El motor de la unidad también hacia un ruido infernal. El movimiento del motor hacía tronar la carrocería del autobús.
Afuera la bulla de los coches y camiones era ensordecedor: 7:50, hora de entrada de los niños a la escuela.
“¡Señora, métase, está contando el contador!”, gritaba el chofer a la anciana, pero ésta no escuchaba, se aferraba con sus dos manos a un tubo, mientras su compañera de adelante trataba de encontrar con una sola mano la credencial para su descuento.
Viendo que ninguna de las mujeres se podía mover, el conductor paró su unidad, hecho esto se incorporó, brincó la palanca de velocidades y le puso la mano en el hombro a la anciana que activaba el sensor para que avanzara, más que para ayudarla para empujarla. La mujer dio un paso y el sensor se desactivó. Una vez que la ruta estaba en reposo, las mujeres pudieron sacar el dinero y la credencial, pagaron al operador y éste puso en marcha la unidad, muy pero muy enojado:
“¡Saben que van a subir y no preparan su dinero ni su credencial!”, refunfuñó.
La palanca de velocidades se trabó y el motor produjo un ruido como el de una bestia mecánica adolorida:
“¡Échale salivaaaa!”, gritó alguien desde una ruta en contra flujo.
Cuatro cuadras más adelante al enfurecido chofer, le esperaba otra sorpresa.
Dos chicos universitarios pidieron la parada y el conductor se orilló.

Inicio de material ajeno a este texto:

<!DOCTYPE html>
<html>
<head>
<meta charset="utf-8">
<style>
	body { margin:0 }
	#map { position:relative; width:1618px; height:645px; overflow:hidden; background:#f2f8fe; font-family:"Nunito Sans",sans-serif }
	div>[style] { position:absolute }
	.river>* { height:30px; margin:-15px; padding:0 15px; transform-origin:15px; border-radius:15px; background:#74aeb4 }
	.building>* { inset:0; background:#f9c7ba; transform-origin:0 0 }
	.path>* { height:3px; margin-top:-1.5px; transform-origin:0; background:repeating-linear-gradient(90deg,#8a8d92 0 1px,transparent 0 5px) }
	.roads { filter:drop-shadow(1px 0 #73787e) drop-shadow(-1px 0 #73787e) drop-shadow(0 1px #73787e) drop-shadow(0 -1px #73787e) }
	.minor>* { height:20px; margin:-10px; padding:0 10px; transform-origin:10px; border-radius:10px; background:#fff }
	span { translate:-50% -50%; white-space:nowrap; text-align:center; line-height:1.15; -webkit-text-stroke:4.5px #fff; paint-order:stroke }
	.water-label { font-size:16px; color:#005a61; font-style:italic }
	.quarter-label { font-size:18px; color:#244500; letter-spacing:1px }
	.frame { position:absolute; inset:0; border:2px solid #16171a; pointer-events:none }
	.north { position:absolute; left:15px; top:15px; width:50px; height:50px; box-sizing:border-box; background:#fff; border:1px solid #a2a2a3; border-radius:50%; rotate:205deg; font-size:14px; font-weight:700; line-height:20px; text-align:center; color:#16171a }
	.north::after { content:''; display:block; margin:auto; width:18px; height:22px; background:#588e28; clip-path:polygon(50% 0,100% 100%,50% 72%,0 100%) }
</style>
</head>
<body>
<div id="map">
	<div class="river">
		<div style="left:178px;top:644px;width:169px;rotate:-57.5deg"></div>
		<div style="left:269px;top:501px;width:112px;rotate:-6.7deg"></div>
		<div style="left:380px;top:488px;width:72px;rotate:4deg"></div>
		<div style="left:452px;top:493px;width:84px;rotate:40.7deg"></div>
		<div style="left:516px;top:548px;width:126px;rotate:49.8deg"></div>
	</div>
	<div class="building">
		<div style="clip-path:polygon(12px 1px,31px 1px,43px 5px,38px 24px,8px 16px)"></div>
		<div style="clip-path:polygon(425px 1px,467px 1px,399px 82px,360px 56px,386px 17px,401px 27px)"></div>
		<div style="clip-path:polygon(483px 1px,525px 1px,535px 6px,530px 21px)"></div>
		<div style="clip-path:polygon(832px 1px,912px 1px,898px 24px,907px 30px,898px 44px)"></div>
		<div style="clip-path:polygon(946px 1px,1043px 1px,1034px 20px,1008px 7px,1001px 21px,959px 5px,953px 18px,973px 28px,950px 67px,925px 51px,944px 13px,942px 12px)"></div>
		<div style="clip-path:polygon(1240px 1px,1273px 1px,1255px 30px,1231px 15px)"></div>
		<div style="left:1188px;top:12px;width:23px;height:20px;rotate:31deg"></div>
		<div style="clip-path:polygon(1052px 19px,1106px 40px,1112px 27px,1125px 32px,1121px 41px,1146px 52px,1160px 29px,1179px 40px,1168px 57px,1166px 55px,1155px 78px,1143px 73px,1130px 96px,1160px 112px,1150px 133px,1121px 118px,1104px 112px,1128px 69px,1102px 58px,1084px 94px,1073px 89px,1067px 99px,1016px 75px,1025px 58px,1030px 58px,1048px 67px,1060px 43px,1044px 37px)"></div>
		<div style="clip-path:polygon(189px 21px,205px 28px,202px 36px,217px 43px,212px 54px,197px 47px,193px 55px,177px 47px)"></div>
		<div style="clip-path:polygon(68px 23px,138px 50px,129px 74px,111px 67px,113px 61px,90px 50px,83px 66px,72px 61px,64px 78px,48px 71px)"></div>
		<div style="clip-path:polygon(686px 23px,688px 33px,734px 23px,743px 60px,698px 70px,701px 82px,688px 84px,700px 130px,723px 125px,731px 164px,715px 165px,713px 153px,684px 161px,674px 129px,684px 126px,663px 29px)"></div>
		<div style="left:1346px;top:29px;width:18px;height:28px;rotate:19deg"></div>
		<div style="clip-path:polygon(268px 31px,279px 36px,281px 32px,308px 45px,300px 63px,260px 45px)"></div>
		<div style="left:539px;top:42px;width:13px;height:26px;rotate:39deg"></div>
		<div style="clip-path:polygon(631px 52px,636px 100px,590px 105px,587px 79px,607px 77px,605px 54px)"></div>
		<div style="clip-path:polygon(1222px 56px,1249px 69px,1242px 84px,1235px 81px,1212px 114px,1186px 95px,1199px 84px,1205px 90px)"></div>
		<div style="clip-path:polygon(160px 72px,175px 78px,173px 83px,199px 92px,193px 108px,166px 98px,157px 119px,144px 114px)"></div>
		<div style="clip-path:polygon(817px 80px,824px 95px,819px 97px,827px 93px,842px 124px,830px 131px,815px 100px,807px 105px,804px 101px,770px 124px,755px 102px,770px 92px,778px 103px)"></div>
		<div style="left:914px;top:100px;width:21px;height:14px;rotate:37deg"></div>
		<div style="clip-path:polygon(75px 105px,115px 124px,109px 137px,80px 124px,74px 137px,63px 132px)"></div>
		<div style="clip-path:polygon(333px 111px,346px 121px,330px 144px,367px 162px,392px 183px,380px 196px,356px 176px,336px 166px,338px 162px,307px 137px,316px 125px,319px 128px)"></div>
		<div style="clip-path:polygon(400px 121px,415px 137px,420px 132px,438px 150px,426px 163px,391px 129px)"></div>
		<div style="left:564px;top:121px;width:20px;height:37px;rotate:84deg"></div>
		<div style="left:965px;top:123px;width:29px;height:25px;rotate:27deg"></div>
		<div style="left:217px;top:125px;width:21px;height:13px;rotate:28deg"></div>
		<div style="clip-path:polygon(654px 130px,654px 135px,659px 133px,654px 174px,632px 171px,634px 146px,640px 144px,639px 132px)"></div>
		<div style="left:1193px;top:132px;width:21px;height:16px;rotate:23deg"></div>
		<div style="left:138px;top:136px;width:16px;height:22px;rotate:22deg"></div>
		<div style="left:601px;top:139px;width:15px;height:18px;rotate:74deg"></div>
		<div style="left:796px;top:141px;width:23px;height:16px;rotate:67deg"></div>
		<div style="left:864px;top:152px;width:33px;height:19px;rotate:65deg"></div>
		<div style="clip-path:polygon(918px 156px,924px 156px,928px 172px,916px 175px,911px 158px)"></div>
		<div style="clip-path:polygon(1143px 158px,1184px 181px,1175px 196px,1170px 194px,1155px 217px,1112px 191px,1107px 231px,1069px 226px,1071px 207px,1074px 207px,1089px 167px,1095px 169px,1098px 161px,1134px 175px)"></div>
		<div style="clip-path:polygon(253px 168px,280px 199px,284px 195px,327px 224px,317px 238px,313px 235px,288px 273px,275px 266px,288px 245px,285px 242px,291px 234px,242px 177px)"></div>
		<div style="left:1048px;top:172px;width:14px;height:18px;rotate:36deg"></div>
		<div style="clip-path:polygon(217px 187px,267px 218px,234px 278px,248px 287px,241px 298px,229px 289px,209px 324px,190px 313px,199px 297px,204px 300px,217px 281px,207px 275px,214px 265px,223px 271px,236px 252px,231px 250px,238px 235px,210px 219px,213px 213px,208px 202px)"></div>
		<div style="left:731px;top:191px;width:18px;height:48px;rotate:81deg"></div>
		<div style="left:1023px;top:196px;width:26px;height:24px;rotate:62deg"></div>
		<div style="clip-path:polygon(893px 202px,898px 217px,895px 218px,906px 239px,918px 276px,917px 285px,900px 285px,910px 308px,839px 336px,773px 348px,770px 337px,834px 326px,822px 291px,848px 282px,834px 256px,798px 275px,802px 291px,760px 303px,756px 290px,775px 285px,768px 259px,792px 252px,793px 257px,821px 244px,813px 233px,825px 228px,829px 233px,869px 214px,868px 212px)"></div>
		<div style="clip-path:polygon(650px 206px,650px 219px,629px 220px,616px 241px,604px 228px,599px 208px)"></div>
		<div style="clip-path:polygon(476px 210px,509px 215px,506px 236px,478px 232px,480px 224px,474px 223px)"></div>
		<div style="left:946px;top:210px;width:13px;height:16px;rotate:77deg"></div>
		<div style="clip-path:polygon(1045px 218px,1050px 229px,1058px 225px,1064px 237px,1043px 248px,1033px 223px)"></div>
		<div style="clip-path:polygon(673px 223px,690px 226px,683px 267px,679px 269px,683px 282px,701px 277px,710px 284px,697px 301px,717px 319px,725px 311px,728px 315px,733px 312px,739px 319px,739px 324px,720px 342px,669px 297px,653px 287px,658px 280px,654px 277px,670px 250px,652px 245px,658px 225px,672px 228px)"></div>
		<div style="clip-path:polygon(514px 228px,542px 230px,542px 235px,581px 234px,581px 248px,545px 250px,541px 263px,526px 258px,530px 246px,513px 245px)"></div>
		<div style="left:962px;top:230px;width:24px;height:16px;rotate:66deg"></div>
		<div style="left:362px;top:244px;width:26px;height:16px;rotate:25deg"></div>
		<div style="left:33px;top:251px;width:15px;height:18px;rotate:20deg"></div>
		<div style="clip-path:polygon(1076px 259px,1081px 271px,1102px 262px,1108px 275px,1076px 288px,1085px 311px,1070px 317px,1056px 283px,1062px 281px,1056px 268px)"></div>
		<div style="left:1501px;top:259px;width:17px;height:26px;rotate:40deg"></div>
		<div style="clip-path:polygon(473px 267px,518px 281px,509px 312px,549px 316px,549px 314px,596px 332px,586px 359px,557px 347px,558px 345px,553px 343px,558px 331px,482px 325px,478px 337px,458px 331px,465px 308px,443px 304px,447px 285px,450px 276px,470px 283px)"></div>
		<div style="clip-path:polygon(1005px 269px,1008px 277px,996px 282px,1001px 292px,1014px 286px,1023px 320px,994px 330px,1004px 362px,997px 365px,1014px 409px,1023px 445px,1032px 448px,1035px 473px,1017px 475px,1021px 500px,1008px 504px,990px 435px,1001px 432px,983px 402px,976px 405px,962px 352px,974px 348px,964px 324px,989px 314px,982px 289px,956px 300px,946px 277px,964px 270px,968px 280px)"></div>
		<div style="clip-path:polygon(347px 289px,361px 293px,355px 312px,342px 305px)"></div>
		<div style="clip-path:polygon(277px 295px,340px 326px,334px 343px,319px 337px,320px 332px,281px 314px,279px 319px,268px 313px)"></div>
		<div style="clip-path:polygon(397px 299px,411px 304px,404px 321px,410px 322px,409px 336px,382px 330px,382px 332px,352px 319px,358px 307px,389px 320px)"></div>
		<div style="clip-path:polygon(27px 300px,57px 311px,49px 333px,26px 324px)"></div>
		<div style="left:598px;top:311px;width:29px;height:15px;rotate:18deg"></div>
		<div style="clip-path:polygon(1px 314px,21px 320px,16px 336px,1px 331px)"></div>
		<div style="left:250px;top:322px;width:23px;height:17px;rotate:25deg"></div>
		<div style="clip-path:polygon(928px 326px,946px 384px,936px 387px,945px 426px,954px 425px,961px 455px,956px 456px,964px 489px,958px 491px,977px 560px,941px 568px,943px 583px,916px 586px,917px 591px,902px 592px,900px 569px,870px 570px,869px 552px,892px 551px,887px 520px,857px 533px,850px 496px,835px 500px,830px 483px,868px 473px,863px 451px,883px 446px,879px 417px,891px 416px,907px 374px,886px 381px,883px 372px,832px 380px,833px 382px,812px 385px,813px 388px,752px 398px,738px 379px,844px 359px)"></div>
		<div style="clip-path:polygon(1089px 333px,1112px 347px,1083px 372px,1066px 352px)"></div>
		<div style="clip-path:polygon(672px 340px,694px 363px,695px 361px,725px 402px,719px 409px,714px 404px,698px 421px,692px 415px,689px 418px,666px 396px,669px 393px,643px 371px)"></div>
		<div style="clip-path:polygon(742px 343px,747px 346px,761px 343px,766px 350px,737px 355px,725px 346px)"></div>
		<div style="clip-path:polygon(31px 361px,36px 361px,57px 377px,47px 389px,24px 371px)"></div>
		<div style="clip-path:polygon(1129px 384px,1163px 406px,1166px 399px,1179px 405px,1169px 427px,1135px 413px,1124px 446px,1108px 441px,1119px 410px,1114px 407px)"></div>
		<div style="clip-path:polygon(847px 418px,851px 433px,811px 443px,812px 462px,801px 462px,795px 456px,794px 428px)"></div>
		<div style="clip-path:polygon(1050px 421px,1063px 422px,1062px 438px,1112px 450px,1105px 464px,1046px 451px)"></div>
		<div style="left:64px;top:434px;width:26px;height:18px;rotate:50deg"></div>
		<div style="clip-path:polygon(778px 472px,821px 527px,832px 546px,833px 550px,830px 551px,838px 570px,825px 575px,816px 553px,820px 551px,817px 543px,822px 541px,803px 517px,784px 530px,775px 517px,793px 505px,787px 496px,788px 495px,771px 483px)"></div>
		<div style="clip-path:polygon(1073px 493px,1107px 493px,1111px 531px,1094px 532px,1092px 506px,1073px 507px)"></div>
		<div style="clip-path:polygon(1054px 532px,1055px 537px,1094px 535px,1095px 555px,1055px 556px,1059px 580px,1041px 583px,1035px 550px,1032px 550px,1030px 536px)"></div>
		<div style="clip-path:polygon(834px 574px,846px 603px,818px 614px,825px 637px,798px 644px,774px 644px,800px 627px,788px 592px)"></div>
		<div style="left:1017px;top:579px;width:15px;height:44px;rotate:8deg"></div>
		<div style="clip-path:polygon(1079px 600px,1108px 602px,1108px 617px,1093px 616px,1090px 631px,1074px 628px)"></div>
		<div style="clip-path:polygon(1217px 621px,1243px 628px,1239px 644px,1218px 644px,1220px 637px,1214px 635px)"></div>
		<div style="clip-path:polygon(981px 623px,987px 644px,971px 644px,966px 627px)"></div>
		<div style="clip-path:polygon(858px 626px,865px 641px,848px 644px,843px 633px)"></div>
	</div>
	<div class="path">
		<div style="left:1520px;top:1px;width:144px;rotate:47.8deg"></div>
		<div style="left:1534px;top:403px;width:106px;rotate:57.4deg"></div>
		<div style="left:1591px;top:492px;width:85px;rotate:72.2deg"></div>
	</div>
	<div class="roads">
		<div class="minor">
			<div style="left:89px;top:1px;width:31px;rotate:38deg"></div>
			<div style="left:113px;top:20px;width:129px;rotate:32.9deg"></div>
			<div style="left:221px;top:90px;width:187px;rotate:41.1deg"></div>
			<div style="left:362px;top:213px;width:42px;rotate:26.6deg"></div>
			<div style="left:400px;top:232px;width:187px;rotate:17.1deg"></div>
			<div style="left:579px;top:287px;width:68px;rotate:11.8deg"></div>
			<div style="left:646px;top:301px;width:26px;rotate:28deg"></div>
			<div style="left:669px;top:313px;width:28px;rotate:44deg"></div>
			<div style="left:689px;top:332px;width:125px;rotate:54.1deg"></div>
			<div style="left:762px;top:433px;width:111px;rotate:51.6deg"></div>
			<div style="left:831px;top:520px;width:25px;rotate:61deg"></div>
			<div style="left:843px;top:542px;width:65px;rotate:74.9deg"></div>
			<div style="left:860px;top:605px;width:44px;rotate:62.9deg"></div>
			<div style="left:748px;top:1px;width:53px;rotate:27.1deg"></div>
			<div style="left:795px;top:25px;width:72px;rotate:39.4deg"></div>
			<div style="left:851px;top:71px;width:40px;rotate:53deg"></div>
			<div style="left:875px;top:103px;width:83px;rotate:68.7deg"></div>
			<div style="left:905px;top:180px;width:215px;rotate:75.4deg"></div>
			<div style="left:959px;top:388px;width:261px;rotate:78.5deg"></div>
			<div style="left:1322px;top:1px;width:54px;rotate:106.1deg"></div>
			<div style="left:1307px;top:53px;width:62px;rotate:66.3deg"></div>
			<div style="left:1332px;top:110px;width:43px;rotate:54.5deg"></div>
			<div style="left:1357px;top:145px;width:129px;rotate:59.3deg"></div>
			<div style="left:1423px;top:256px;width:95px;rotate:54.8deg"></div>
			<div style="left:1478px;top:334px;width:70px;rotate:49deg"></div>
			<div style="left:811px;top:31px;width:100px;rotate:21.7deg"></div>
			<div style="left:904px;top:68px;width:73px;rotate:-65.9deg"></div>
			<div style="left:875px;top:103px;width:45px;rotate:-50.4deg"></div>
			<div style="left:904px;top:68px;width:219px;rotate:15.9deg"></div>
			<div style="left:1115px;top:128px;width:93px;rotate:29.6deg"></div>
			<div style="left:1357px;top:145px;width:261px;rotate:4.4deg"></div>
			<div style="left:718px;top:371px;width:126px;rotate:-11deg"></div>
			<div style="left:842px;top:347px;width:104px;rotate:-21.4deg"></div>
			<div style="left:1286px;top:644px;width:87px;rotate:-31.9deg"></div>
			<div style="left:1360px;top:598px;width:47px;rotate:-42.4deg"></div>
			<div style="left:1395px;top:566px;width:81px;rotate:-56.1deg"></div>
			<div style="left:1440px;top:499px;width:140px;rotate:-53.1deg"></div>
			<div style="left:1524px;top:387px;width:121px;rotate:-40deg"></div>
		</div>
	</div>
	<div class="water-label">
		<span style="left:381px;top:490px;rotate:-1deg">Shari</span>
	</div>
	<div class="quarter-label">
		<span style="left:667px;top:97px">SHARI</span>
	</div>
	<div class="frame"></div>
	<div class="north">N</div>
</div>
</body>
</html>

Subió la chica y detrás de ella el muchacho. Mientras ella pagaba, el conductor le gritó al chico que se metiera porque el sensor le estaba marcando entradas, pero el muchacho tampoco escuchó y el chofer volvió a insistir; el pasajero entendió y subió más, pero cuando el sensor dejó de sonar e iba a poner en marcha el autobús, cuatro niños con sus mochilas y una mujer estaban casi en el estribo. El sensor comenzó a sonar de nuevo; los niños, de aproximadamente 5, 7 y 8 años entraron a la unidad y la mujer quedó al último. La unidad arrancó. La mujer pagó tres pasajes y el chofer le reclamó que faltaba uno, a esto la mujer respondió que el pequeño no pagaba pasaje todavía y el chofer le dijo que sí pagaba porque el sensor lo había marcado y que si no pagaba lo iba a bajar… La mujer vio al chofer muy enojado y con sus grandes ojos negros le mentó la madre muchísimas veces, en silencio, casi pudo ver al enorme gorila bajando del pelo al pequeño…
Un hombre maduro que se encontraba en la cuarta fila dijo en voz alta:
“Uno no tiene la culpa de que les pongas estas chingaderas ni que les descuenten”, refiriéndose a los arcos contadores, que según se ha publicado en la prensa ha sido motivo de queja por parte de los operadores, ya que los dueños si les descuentan hasta 150 pesos porque la cuenta (el dinero que entregan) no corresponde con el número de entradas que marca el contador.
“No tiene uno la culpa de su pinche humor. Mire, apenas son las 8 de la mañana y ya andan tragando bilis”, afirmó en el mismo tono una mujer joven, quien seguramente había leído que los conductores trabajan más de 12 horas seguidas, que casi no comen, ni van al baño porque les descuentan los minutos que pierden en satisfacer sus necesidades fisiológicas básicas…
Otra mujer criticó el estado deplorable de las unidades. “Los animales van más cómodos cuando los transportan”, aseveró, quizá respondiendo al líder transportista Dagoberto Rivera Jaimes, quien expresó a unos reporteros que las unidades estaban en mal estado porque los usuarios las maltratan.
El conductor de la ruta avanzó por las calles de Cuernavaca, con la cara fruncida y la boca más amarga que el alma de un diputado plurinominal.